Obtaining elements of a generic extension from a Boolean-valued model of ZFC

Let $$\mathcal{M}$$ be a countable transitive standard-model of ZFC.
Let $$B \in \mathcal{M}$$ be a boolean algebra that is complete in $$\mathcal{M}$$.
Further, let $$\mathcal{M}^{(B)}$$ be the corresponding boolean model of ZFC.

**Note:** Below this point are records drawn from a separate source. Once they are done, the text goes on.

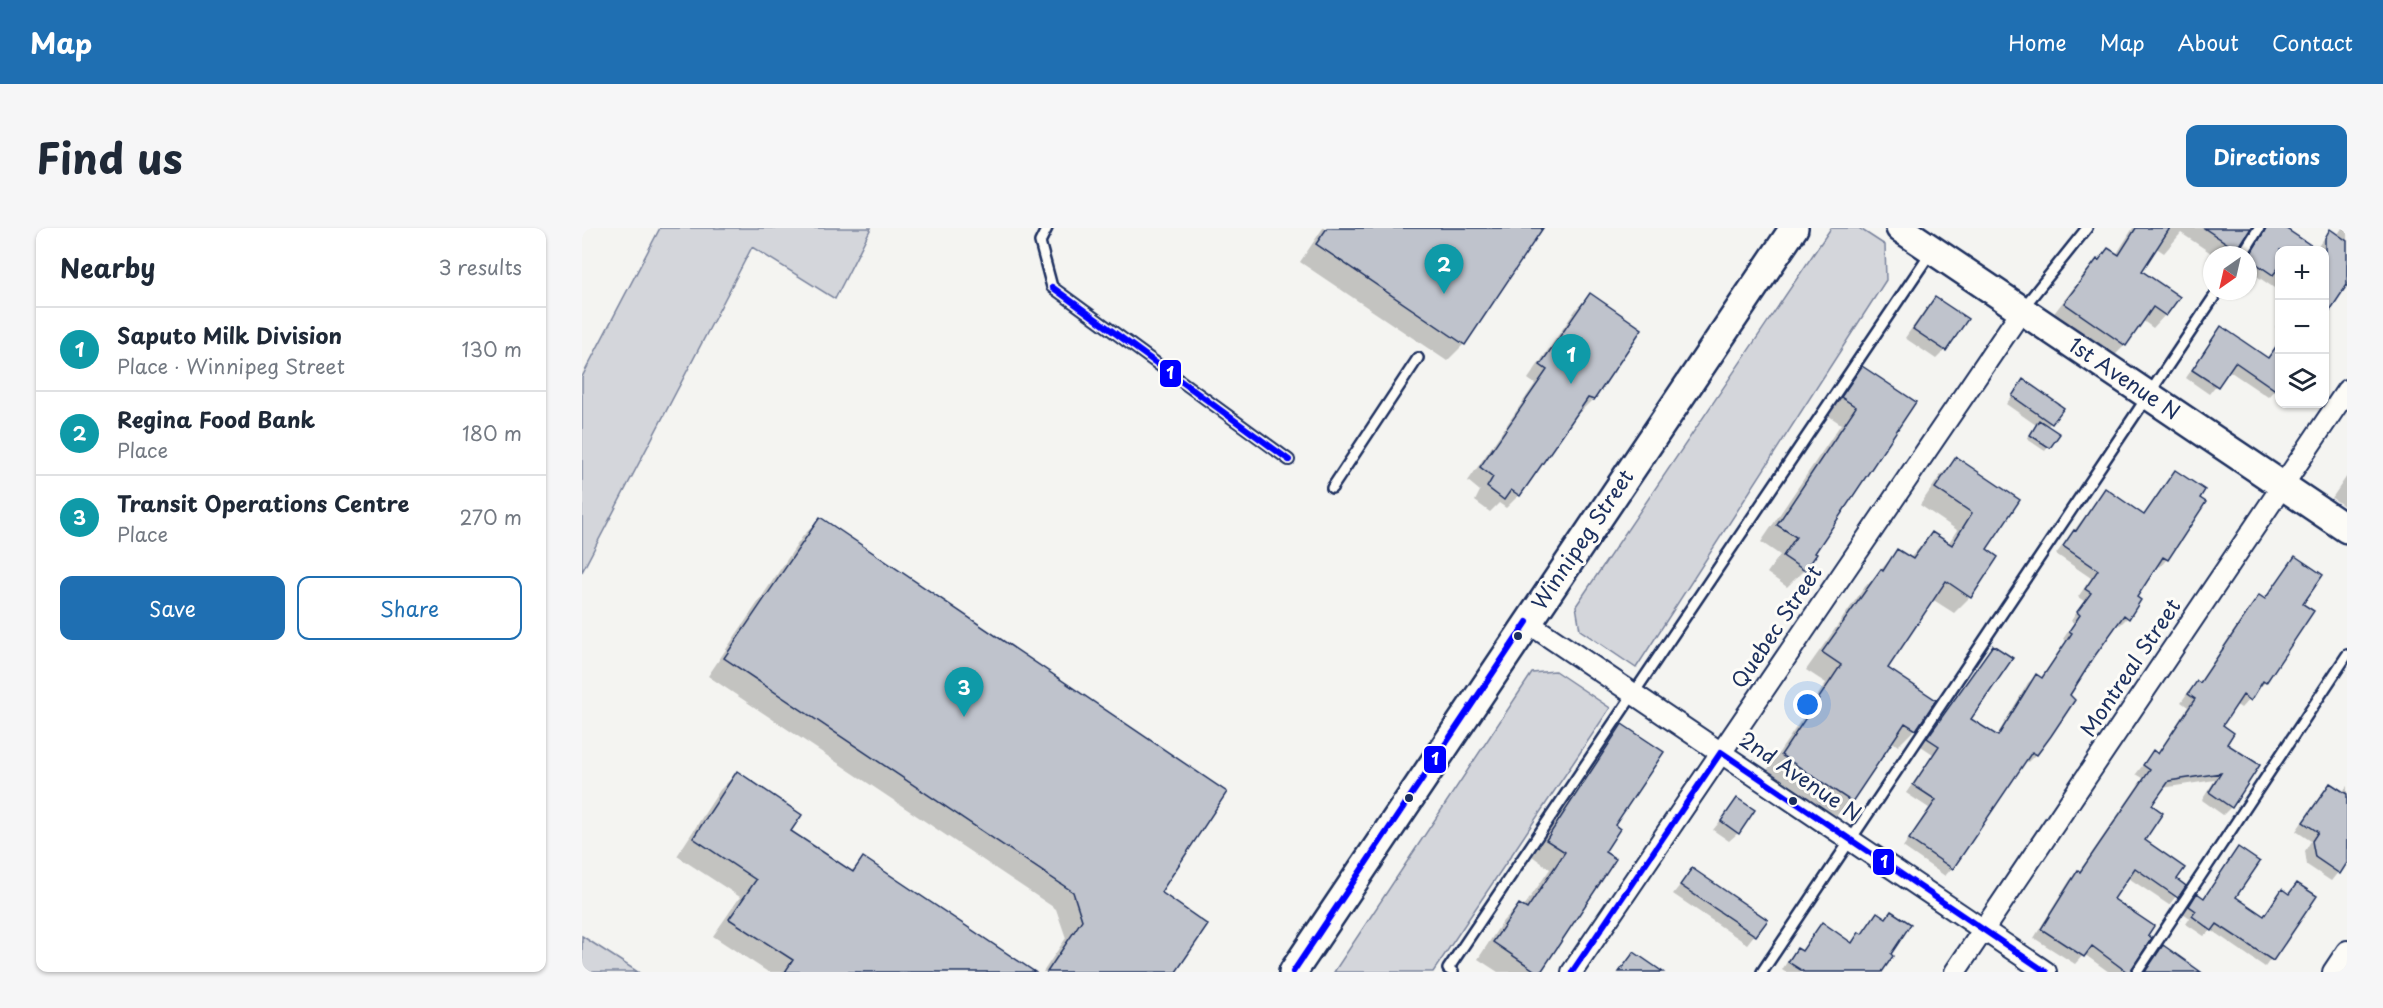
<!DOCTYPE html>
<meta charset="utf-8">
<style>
:root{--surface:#fff;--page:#f6f6f7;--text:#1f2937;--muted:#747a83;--line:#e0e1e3;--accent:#1f6fb2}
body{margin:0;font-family:"Playpen Sans",sans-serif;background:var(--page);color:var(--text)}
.controls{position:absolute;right:18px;top:18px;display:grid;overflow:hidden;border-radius:12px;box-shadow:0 2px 4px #0004}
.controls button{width:54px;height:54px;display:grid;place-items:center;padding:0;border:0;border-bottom:2px solid var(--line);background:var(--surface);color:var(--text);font:30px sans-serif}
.compass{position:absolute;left:1621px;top:18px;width:54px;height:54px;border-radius:50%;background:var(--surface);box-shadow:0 2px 4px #0004;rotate:214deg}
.you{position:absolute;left:1226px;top:477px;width:21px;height:21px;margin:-15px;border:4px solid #fff;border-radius:50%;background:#1a73e8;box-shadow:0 0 0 9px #1a73e833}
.badge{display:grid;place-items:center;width:39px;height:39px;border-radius:50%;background:var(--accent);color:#fff;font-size:20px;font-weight:700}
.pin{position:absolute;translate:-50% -50px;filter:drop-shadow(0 2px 3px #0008)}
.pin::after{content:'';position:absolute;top:32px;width:21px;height:18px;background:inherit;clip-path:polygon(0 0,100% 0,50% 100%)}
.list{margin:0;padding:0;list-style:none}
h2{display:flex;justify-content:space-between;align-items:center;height:78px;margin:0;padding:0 24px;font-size:26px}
h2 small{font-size:20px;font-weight:400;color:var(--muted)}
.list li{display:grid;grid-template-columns:39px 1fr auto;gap:18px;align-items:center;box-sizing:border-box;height:84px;padding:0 24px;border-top:2px solid var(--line)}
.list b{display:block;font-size:22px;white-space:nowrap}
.list p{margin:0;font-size:20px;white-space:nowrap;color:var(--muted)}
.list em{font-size:20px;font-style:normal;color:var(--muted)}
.actions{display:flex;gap:12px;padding:18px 24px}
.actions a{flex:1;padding:14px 0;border:2px solid var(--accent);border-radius:12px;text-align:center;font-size:21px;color:var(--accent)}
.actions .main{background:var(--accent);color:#fff}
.icon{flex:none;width:33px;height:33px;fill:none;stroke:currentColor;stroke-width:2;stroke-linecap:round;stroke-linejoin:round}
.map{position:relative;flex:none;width:1765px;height:744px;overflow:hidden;border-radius:12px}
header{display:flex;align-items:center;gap:36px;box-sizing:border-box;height:84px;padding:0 30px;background:var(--accent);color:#fff}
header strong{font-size:28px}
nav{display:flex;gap:33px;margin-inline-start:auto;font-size:21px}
.intro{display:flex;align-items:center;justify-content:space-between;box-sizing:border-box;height:144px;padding:0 36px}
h1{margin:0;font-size:42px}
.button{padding:15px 27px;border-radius:12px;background:var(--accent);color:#fff;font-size:21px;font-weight:700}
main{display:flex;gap:36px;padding:0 36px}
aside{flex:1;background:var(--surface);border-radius:12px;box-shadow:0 2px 4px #0004}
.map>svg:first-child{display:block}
.green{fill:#d4d6db;stroke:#78829c;stroke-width:1.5}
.shadow{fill:#0003}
.building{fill:#bfc3cc;stroke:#1b2f5e;stroke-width:1.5}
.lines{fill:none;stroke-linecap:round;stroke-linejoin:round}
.lane-casing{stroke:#1b2f5e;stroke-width:14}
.street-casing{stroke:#1b2f5e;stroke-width:24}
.secondary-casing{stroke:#1b2f5e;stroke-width:32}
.lane{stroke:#fdfcf7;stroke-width:9}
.street{stroke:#fdfcf7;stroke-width:20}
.secondary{stroke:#fdfcf7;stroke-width:27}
.bus-1-casing{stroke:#fdfcf7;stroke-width:10}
.bus-1{stroke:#00f;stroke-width:6}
.bus-dot{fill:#1b2f5e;stroke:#fdfcf7;stroke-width:2}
.labels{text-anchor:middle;stroke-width:6;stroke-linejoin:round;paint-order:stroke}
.street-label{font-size:21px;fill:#1b2f5e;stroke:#fdfcf7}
.line-badge{stroke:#fdfcf7;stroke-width:2}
.badge-label{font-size:16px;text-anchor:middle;font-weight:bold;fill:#fff}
</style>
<header>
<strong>Map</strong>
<nav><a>Home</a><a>Map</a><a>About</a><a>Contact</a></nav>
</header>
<div class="intro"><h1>Find us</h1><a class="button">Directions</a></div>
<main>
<aside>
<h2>Nearby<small>3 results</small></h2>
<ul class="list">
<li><span class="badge" style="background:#0f9aa8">1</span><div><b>Saputo Milk Division</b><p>Place · Winnipeg Street</p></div><em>130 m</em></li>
<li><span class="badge" style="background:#0f9aa8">2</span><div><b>Regina Food Bank</b><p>Place</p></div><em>180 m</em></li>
<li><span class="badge" style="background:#0f9aa8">3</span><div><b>Transit Operations Centre</b><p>Place</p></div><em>270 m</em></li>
</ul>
<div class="actions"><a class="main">Save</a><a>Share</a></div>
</aside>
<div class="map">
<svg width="1765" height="744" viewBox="0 0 1765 744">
<rect width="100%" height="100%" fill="#f4f4f1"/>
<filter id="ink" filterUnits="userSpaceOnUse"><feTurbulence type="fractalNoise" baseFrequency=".0167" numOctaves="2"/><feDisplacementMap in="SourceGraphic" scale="12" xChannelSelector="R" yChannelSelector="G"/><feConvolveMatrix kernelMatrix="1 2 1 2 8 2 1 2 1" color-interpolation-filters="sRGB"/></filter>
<g filter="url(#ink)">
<!-- green -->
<path class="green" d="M78 0H289L253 71 170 19 0 344V149Z
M1249 0H1277L1303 17 1304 52 1054 440 998 402 994 378Z
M973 443 1028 480 851 744H752L950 445Z
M0 708 56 744H0Z"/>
<!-- shadow -->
<path class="shadow" d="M741 0H959L882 116 865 133 718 34Z
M1551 0H1668L1648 27H1632L1599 5 1582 25 1573 19 1558 43 1596 69 1583 87 1571 100 1560 92 1543 117 1531 129 1470 88 1503 45 1526 22 1534 27Z
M1694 0H1700L1733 22 1748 3 1755 8 1760 0H1765V56L1742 89V22H1698V64L1666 42V28L1676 12 1683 4Z
M1008 67 1011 171 998 184 995 183 937 267 924 280 917 275 908 284 893 273 898 263 886 253 953 156 946 151 995 80Z
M1353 71 1384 92 1363 122 1354 131 1323 110 1344 80Z
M1698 92V102L1693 99Z
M1640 100 1685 130 1698 112V156L1686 169 1646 142 1627 166 1604 150 1632 108Z
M1280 140 1332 175 1231 325 1222 342 1205 359 1185 345 1198 327 1179 314 1259 196 1244 186 1264 157Z
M1442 153 1480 180 1465 199 1476 206 1463 223 1445 211 1454 197 1424 176Z
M1374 231 1402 322 1388 369 1372 385 1350 371 1304 440 1333 501 1316 518 1309 513 1269 573 1252 590 1184 544 1244 455 1224 442 1282 360 1316 323 1327 331 1350 306 1366 316 1375 302 1338 277 1358 248Z
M1593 244 1585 331 1578 339 1574 337 1553 370 1545 390 1538 397 1535 395 1486 467 1454 526 1446 534 1443 532 1370 640 1363 648 1321 619 1347 580 1324 565 1351 526 1339 518 1411 419 1387 491 1414 509 1446 455 1454 448 1458 451 1484 413 1481 411 1492 395 1489 393 1502 373 1496 369 1509 350 1474 326 1523 262 1561 288Z
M1765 248V280L1750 270Z
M238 291 577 664 592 744H461L484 710 474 681 126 448 221 308Z
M1713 330 1719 376 1730 384 1683 454 1659 480 1653 476 1639 498 1643 516 1649 579 1641 587 1620 572 1633 552 1580 560 1568 578 1561 612 1592 652 1602 658 1587 677 1545 649 1530 671 1548 744H1527L1502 726 1493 736 1452 710 1488 652 1496 645 1561 550 1554 546 1571 524 1575 526 1606 479 1599 474 1607 463 1616 456 1669 377 1677 369 1682 372Z
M1040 498 1031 598 1021 624 957 744H916L896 731 921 693 937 677 941 680 968 641 950 628 1024 513Z
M155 545 207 603 268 644 282 631 450 744H186L131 708 158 669 95 628 138 562Z
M1748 557 1760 565 1765 558V633L1749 653 1725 637 1723 623 1729 613 1714 603 1740 565Z
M1155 572 1156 605 1147 613 1131 602Z
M1656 621 1652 670 1681 689 1700 663 1706 667 1715 657 1733 669 1683 739 1629 702 1622 708 1604 696 1608 690 1601 685 1615 667 1620 671Z
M1110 642 1184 692 1165 716 1091 666Z
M1296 686 1307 727 1309 728 1300 744H1203L1200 742 1208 729 1216 722 1219 724 1241 696 1268 715 1277 706 1279 707Z
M1581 719 1617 744H1562Z"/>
<!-- building -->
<path class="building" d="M745 0H961L883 117 734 16Z
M1554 0H1588L1560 43 1598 69 1584 88 1571 79 1544 118 1482 75 1515 31 1517 32 1526 20 1537 27Z
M1622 0H1669L1655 22Z
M1684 0H1703L1736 22H1698V38L1691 47 1666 30Z
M1748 1 1765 13V57L1743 90V10Z
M1008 65 1060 101 1012 172 1006 170 938 268 929 262 922 272 905 259 911 249 898 239 965 142 958 137Z
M1353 69 1386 91 1364 123 1331 101Z
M1639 98 1686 130 1698 113V165L1653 134 1636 159 1610 142Z
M1280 138 1334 174 1233 325 1235 326 1223 343 1201 328 1214 309 1195 297 1274 179 1259 169Z
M1441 151 1482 180 1470 196 1430 168Z
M1457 192 1478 206 1468 220 1448 207Z
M1374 229 1438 272 1405 321 1416 329 1389 370 1364 353 1306 440 1354 472 1334 502 1323 495 1270 574 1199 527 1259 437 1240 424 1299 341 1301 343 1315 321 1331 331 1350 304 1370 317 1390 285 1353 260Z
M1593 242 1623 262 1618 270 1624 274 1586 332 1581 329 1555 369 1559 372 1547 391 1542 387 1512 429 1488 467 1493 472 1469 508 1455 527 1450 524 1371 641 1327 611 1354 572 1331 557 1357 518 1345 510 1411 417 1431 430 1389 491 1416 508 1454 446 1460 450 1490 405 1487 403 1498 387 1495 384 1509 365 1503 361 1516 342 1481 318 1492 302 1494 303 1523 260 1562 287Z
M238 289 645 564 579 664 626 697 594 744H465L500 692 491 664 142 430Z
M1713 328 1741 347 1721 376 1732 383 1684 455 1681 453 1669 473 1661 467 1641 497 1652 505 1645 516 1678 537 1650 580 1627 564 1639 545 1587 553 1570 577 1581 585 1563 612 1603 640 1595 651 1604 658 1596 670 1553 640 1532 671 1572 698 1566 707 1570 710 1548 744H1545L1510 718 1502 729 1459 701 1496 642 1498 644 1568 542 1561 537 1571 522 1576 526 1613 471 1606 466 1615 453 1618 455 1677 367 1683 371Z
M1040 496 1082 524 1033 597 1038 601 1023 624 1034 631 959 744H955L911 714 937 676 945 681 983 624 964 612Z
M155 543 220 587 209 603 271 644 281 629 453 744H203L211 732 147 691 174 652 111 610Z
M1748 555 1765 566V635L1758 646 1733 629 1730 613 1736 604 1721 594Z
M1155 570 1173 582 1157 606 1139 593Z
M1656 619 1678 634 1654 669 1682 688 1700 661 1707 666 1715 655 1735 668 1691 733 1635 696 1630 703 1610 688 1614 683 1607 678 1615 665 1622 670Z
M1110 640 1186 692 1174 708 1098 657Z
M1309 683 1329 696 1309 726 1311 728 1300 744H1222L1206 734 1215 720 1220 723 1240 694 1270 715 1277 704 1280 706 1295 684 1304 690Z
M1581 717 1619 744H1563Z
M1052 724 1081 744H1037Z"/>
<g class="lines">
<defs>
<path id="lane" d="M465 0 458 14 470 59 707 232
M1660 27 1677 0
M1441 80 1505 0
M750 260 836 130
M871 744 866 741 1349 24
M1180 744 1636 63
M1555 744 1765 427"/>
<path id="street" d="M945 394 1464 744
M990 744 1440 82
M1373 744 1765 162
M1751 744 1765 723"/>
<path id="secondary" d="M1318 0 1765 301
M711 744 1212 0"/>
</defs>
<!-- lane casing -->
<use href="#lane" class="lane-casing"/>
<!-- street casing -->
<use href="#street" class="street-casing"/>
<!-- secondary casing -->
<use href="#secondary" class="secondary-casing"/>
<!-- lane -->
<use href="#lane" class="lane"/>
<!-- street -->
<use href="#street" class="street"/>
<!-- secondary -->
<use href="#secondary" class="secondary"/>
<defs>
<path id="bus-1" d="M470 59 707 232
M1139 524 1464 744
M711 744 945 394
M990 744 1139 524"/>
</defs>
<!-- bus-1 casing -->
<use href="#bus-1" class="bus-1-casing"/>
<!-- bus-1 -->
<use href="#bus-1" class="bus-1"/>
</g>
</g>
<!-- markers -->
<g class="bus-dot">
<circle cx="936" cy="408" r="5"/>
<circle cx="827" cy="570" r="5"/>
<circle cx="1211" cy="573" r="5"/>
</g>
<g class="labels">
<!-- street labels -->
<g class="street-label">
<text transform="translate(1542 151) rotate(34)" y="7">1st Avenue N</text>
<text transform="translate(1001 312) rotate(-56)" y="7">Winnipeg Street</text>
<text transform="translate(1195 399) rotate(-56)" y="7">Quebec Street</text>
<text transform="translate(1549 440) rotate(-56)" y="7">Montreal Street</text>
<text transform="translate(1218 549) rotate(34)" y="7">2nd Avenue N</text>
</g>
</g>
<g class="line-badge">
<rect x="577" y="131" width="23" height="29" rx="6" fill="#00f"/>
<rect x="841" y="517" width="24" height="29" rx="6" fill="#00f"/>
<rect x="1290" y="620" width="23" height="28" rx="6" fill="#00f"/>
</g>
<g class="badge-label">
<text x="588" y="151">1</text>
<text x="853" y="537">1</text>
<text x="1302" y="640">1</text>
</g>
</svg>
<div class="controls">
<button>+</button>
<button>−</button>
<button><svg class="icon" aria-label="layers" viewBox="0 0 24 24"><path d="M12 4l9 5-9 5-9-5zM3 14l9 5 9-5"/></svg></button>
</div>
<svg class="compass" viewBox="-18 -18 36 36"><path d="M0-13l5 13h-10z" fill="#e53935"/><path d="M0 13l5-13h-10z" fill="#747a83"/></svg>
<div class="you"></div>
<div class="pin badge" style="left:989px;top:156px;background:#0f9aa8">1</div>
<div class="pin badge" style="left:862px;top:66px;background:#0f9aa8">2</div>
<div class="pin badge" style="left:382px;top:489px;background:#0f9aa8">3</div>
</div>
</main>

Now we consider an $$\mathcal{M}$$-generic ultrafilter $$U$$ on $$B$$.
According to Jech (Set Theory, p.216), the elements of the generic extension $$\mathcal{M}[U]$$ can be obtained via the map $$\cdot^U: x \mapsto x^U := \lbrace{y^U \mid x(y) \in U \rbrace}$$ where $$x \in \mathcal{M}^{(B)}$$. But when reading Bell (Set Theory Boolean-Valued models and Independence Proofs, p.91) the following map is given: $$i(x) = \lbrace i(y) \mid \Vert y \in x\Vert \in U \rbrace$$ where $$x \in \mathcal{M}^{(B)}$$. I assume that the following holds: $$\forall x \in \mathcal{M}^{(B)}: x^U = i(x). \ \ \ [*]$$

But at the same time I am not yet fully convinced as $$u(x) \leq \Vert x \in u \Vert$$ for $$x \in \text{dom}(u)$$.

Can anyone verify that $$[*]$$ (or a variant of that statement) holds (and give a short reason why)?

Simply use induction on $$\mathbb{B}$$-names (or the rank of $$\mathbb{B}$$-names, if you are not familiar with applying induction directly to $$\mathbb{B}$$-names.) Suppose that $$i(z)=z^U$$ holds for all $$z\in\operatorname{dom} x$$.
Since $$x(z)\le \|z\in x\|$$, we have $$x^U\subseteq i(x)$$. Conversely, assume that $$\|y\in x\|\in U$$. Then $$\sum_{z\in\operatorname{dom}x}x(z)\cdot \|z=y\| \in U.$$ By genericity of $$U$$, we can find $$z\in\operatorname{dom} x$$ such that $$x(z)\cdot\|z=y\|\in U$$. This proves
1. $$i(z)=z^U\in x^U$$, and
2. $$i(z)=i(y)$$.
Hence $$i(y)\in x^U$$. This proves $$i(x)\subseteq x^U$$ (since $$i(y)\in i(x)$$ means $$\|y\in x\|\in U$$.)